To Help the World, Help Yourself First
- Leroy Hayes

- Feb 6
- 2 min read
Updated: Feb 7
“Serve others. Give more. Sacrifice.”
People hear that and think it means: jump in immediately. Get involved. Speak up. Offer help. Do something meaningful right now.
That feels good. It also fucks people up.
Because wanting to help and being able to help aren’t the same thing.
Good intentions aren’t enough.
The world isn’t short on people who mean well. It’s full of them.
What it’s short on is people who can show up and can meaningfully contribute.
If you can’t manage your own time, your emotions, your money, or your body, you’re not helping. You’re part of the problem.
Harsh or not, it’s true.
If you actually want to be useful, you have to take a self-centered approach.
That means training and learning instead of advising or teaching.
Fixing your own mess before trying to clean up someone else’s.
To the normie, that looks selfish. Fine. Fuck ’em. From the inside, it’s just reality.
You don’t skip preparation because it hurts someone’s feelings. Grow up.
Here’s another thing you don't want to hear.
The world didn’t ask for your help. It didn’t put out a call. It’s not waiting for you to arrive with insight and passion.
Most situations don’t want your commentary.
They don’t need another opinion or even your optimism.

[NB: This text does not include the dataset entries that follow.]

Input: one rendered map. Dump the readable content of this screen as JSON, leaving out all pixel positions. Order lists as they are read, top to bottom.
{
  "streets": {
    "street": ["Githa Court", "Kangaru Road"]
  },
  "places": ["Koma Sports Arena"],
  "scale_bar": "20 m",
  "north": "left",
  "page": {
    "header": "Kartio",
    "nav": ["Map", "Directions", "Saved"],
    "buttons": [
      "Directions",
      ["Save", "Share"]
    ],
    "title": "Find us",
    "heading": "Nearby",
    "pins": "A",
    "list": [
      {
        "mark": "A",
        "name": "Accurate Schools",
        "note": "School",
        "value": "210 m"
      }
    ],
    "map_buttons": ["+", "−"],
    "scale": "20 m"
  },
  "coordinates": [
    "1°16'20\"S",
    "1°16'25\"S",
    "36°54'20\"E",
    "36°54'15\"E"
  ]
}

They need someone who can handle responsibility without making it dramatic.
Until you’re that person, inserting yourself doesn’t make you noble.
It makes you unnecessary.
People who try to sacrifice before they’re ready don’t become saints.
They become bitter.
They overextend themselves and burn out.
Then the help comes with strings. With resentment. With seething anger when nobody notices.
That’s someone who can't handle their shit but wants to appear as if they can.
Put Yourself in Order First
Helping yourself isn’t an escape from responsibility. It’s how you prepare for it.
Get your body in shape. Get your habits in order so your life isn’t chaotic.
Get your time under control so people can rely on you.
None of that is glamorous. Nobody’s impressed. That’s the point.
Once you’re actually capable, something changes.
You stop trying to help.
People start trusting you with real responsibility.
You don’t need to signal it. You don’t need to explain it. You just handle what’s in front of you and move on.
So yes, help yourself first.
Not forever. Not as an excuse.
Do it so when you step in, you're actually helping.